# B Girls



## piklmike (Jul 14, 2011)

Went to my "LFS" to pick up a few necessities and spotted these two damsels in distress.[url=http://www.aquariumforum.com/gallery/showphoto.php?photo=12561&ppuser=10740][/url]Last two Ladies on the shelf. $.99 ea.


----------



## Rob72 (Apr 2, 2011)

cool, whats your plans for them good for you for saving them


----------



## piklmike (Jul 14, 2011)

I hadn't planned on starting up a Betta project but I have a few hexagon aquariums I'm not using, maybe I'll wrap thrm around the biggest one.
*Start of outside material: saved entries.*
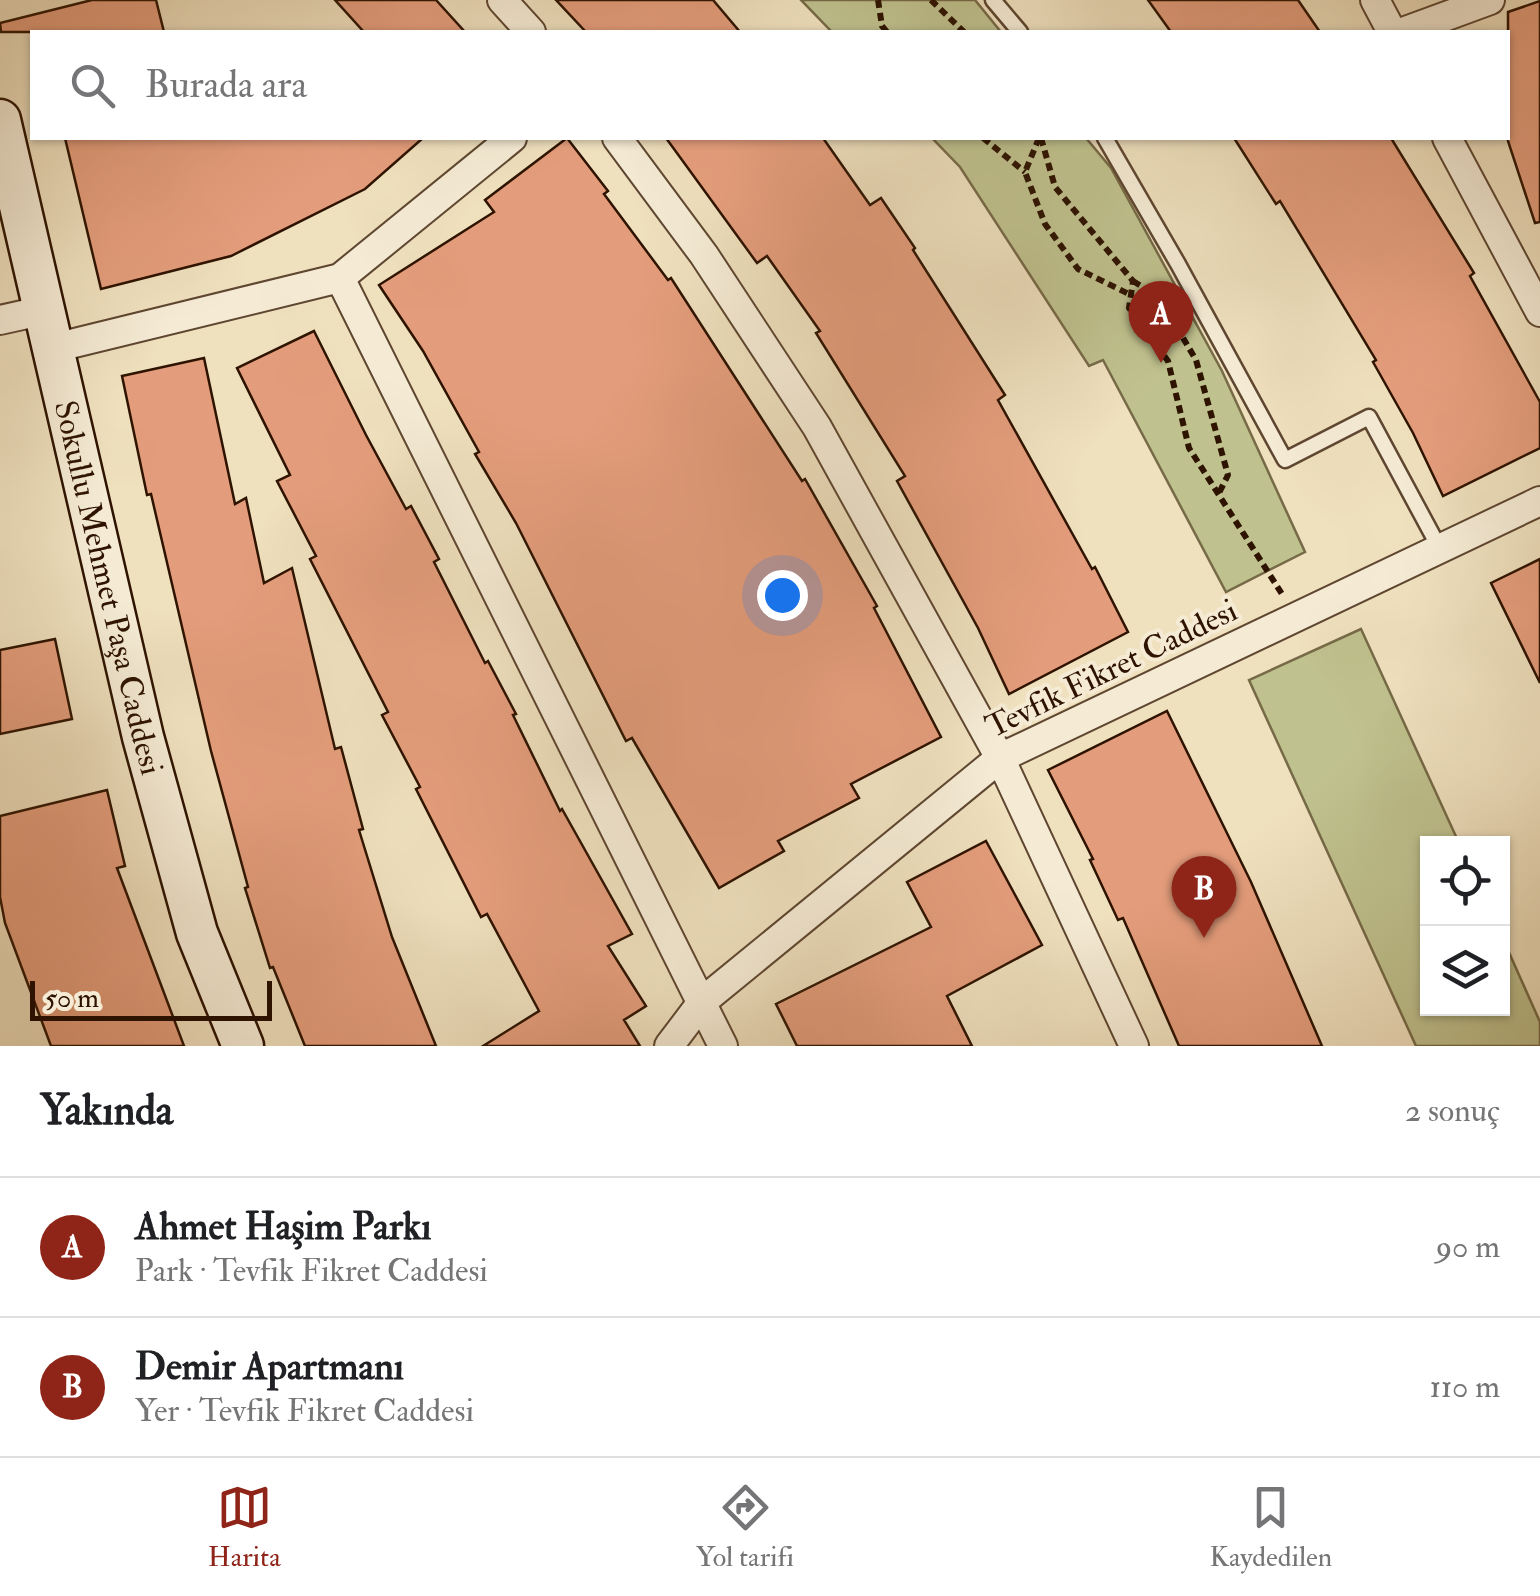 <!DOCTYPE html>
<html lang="tr">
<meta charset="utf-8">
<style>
:root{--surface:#fff;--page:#f2f2f2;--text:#202124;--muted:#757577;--line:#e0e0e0;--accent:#8f2418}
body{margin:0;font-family:"IM FELL Double Pica",serif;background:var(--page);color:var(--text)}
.controls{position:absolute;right:30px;bottom:30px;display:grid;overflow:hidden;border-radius:0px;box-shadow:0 2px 8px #0004}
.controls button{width:90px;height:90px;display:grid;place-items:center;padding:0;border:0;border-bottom:2px solid var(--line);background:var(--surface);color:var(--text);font:50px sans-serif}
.scale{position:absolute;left:30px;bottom:25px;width:242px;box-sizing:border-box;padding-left:10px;border:5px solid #2e1300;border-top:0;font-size:28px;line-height:35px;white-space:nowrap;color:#2e1300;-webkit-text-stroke:8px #f5ebd5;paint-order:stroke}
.you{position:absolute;left:782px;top:595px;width:35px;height:35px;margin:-25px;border:8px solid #fff;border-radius:50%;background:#1a73e8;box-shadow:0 0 0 15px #1a73e833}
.badge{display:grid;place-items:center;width:65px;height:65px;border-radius:50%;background:var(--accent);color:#fff;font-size:32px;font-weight:700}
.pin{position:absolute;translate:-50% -82px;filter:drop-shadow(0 2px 5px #0008)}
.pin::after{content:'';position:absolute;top:52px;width:35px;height:30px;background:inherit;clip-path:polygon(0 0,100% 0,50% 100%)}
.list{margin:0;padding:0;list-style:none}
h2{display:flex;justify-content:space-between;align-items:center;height:130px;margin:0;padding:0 40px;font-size:42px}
h2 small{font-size:32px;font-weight:400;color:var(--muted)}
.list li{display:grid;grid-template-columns:65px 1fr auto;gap:30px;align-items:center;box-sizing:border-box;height:140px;padding:0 40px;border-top:2px solid var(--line)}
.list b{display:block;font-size:38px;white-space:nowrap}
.list p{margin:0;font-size:32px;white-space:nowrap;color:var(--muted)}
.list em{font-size:32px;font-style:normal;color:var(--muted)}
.icon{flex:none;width:55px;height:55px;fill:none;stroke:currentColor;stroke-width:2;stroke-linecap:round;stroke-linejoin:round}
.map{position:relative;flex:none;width:1540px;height:1046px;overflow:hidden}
.search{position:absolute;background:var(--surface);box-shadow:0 2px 8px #0004;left:30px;right:30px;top:30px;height:110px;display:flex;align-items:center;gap:25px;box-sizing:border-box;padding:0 35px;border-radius:0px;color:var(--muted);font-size:38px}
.sheet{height:410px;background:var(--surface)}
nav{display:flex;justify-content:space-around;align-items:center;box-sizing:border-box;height:140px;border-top:2px solid var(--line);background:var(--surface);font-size:28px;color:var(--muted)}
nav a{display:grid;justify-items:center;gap:5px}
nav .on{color:var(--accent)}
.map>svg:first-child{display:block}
</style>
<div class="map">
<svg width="1540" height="1046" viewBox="0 0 1540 1046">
<rect width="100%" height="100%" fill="#efe0be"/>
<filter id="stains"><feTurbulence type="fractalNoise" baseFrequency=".002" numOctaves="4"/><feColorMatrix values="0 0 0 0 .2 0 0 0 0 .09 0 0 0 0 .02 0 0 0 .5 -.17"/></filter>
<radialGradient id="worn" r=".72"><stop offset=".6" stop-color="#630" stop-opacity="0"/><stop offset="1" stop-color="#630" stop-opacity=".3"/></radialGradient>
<g fill="#bfc18e" stroke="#766a47" stroke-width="2.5">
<path d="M801 0H975L1001 32H832Z"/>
<path d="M932 138H1086L1111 168 1222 371 1305 552 1226 592 1103 360 1089 366 960 167Z"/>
<path d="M1361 629 1459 843 1428 844V1008H1502L1503 939 1540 1022V1046H1416L1249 680Z"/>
</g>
<g fill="#e49d7c" stroke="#2e1300" stroke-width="2.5">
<path d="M92 0H156L164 32H1L0 23Z"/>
<path d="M335 0H436L465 32H364Z"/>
<path d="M556 0H713L740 32H586Z"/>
<path d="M1148 0H1298L1320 32H1171Z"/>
<path d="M1540 1V222L1535 223 1508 141V12Z"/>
<path d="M65 138H423L365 189 231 256 101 289Z"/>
<path d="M567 138 608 191 604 194 668 280 671 278 802 481 805 479 877 606 874 608 941 737 851 784 859 798 778 841 784 851 719 888 632 738 626 741 516 523 475 454 479 452 423 351 379 285 494 212 485 200Z"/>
<path d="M666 138H823L870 205 881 198 915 248 913 250 1005 395 998 400 1092 569 1095 567 1128 632 1009 694 978 628 897 481 905 476 816 333 820 331 767 256 757 263Z"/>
<path d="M1234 138H1391L1474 273 1470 276 1540 402V448L1443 496 1413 433 1373 362 1376 360 1280 201 1276 204Z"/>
<path d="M314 331 366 435 406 509 411 506 439 559 434 562 485 663 488 661 516 714 513 715 560 811 562 809 632 934 608 946 646 1006 624 1020 640 1046H483L539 1011 487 914 481 917 416 789 420 787 382 715 388 712 310 559 316 556 277 481 290 475 237 368Z"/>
<path d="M204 358 235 504 246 498 264 583 292 568 335 749 341 747 363 829 359 830 392 937 436 1046H305L273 967 270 968 245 888 248 887 211 751 151 494 147 495 122 376Z"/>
<path d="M1540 559V683L1491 583Z"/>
<path d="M55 639 72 719 0 734V650Z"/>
<path d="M1167 711 1251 882 1322 1046H1179L1123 918 1118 920 1090 860 1093 859 1048 770Z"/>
<path d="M107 790 125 866 117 868 184 1046H51L5 923 0 897V816Z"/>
<path d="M986 841 1042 945 947 996 972 1046H797L776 1004 931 927 907 882Z"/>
</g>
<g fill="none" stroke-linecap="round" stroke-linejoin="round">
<g stroke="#5e4630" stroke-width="19">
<g id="service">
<path d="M993 0 1020 32"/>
<path d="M1105 138 1178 264 1285 460 1369 417 1440 549"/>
</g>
</g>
<g stroke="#5e4630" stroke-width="32">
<g id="minor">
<path d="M502 0 531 32"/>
<path d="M1375 0 1392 32"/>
<path d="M1403 32 1490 0"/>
<path d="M617 138 704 255 817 427 1000 758 1134 1046"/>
<path d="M1447 138 1540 312"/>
<path d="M340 278 723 1046"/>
<path d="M0 320 45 310"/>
<path d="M54 348 340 278 512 138"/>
<path d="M669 1046 703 1001 1000 758 1540 501"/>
</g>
</g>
<g stroke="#2e1300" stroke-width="45">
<g id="secondary">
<path id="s1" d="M0 120 143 737 197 933 243 1046"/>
</g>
</g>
<g stroke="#2e1300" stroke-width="6" stroke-dasharray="8 5" stroke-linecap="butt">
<path d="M878 0 882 26 887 32"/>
<path d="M931 0 964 32"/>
<path d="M983 138 1025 172"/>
<path d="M1039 138 1025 172 1045 224 1078 269 1131 295"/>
<path d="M1041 138 1055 187 1133 281 1129 308 1168 361 1189 448 1282 594"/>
<path d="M1133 281 1159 297 1196 360 1228 475 1219 493"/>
</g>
<use href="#service" stroke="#f5ebd5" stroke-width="14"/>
<use href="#minor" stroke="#f5ebd5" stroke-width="28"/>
<use href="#secondary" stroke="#f5ebd5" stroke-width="40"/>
</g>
<g text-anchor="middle" stroke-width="8" stroke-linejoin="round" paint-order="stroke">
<g font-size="32" fill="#2e1300" stroke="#f5ebd5">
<text dy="11" stroke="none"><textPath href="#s1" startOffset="480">Sokullu Mehmet Paşa Caddesi</textPath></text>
<text transform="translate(1111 668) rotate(-26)" y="11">Tevfik Fikret Caddesi</text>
</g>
</g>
<rect width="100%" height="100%" filter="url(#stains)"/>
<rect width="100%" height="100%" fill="url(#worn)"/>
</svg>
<div class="controls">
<button><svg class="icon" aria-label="locate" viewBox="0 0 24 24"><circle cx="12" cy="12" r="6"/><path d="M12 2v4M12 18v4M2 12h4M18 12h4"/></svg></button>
<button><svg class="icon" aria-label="layers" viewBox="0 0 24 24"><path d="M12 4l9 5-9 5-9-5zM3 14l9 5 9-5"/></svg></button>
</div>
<div class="scale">50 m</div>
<div class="you"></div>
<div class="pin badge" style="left:1161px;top:363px">A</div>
<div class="pin badge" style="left:1204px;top:938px">B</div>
<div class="search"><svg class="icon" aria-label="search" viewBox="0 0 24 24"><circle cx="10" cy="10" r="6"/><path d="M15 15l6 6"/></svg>Burada ara</div>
</div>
<section class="sheet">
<h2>Yakında<small>2 sonuç</small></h2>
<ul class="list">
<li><span class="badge">A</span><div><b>Ahmet Haşim Parkı</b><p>Park · Tevfik Fikret Caddesi</p></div><em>90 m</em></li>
<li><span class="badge">B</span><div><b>Demir Apartmanı</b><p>Yer · Tevfik Fikret Caddesi</p></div><em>110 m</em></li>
</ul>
</section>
<nav>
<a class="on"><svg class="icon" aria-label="map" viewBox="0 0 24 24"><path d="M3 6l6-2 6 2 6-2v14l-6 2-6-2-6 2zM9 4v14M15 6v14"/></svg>Harita</a>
<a><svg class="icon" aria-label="directions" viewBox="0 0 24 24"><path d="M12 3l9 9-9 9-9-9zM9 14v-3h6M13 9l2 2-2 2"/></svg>Yol tarifi</a>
<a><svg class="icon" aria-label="saved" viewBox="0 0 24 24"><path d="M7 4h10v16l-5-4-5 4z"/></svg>Kaydedilen</a>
</nav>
I was going to put these two in a 5g hex, till I read "at least four females,"which to me means at least a 10g.Anywho I don't have any definite plans for them yet.And by the way, 9AM this day and the B Girls are doing great. I must have done somthing wrong with Lazarus, I thought for three days he wasn't going to make it. He seem to have taken a fancy to the lady on the left side.


----------



## Gizmo-The-Betta-Lady (Dec 3, 2011)

They are absolutely beautiful.  Good luck with your girls!


----------



## z1200 (Jan 26, 2012)

Look just like my little female!


----------



## Summer (Oct 3, 2011)

pretty!


----------



## piklmike (Jul 14, 2011)

sadly I lost one of the B GIRLS a few days ago. The other girl is doing great. I will post pics when I can! She has started changing colors in her tail and fins!


----------



## ShrimpDiver (Sep 28, 2011)

I love the one with a red fins and green iridescence. And sorry that, that happened.


----------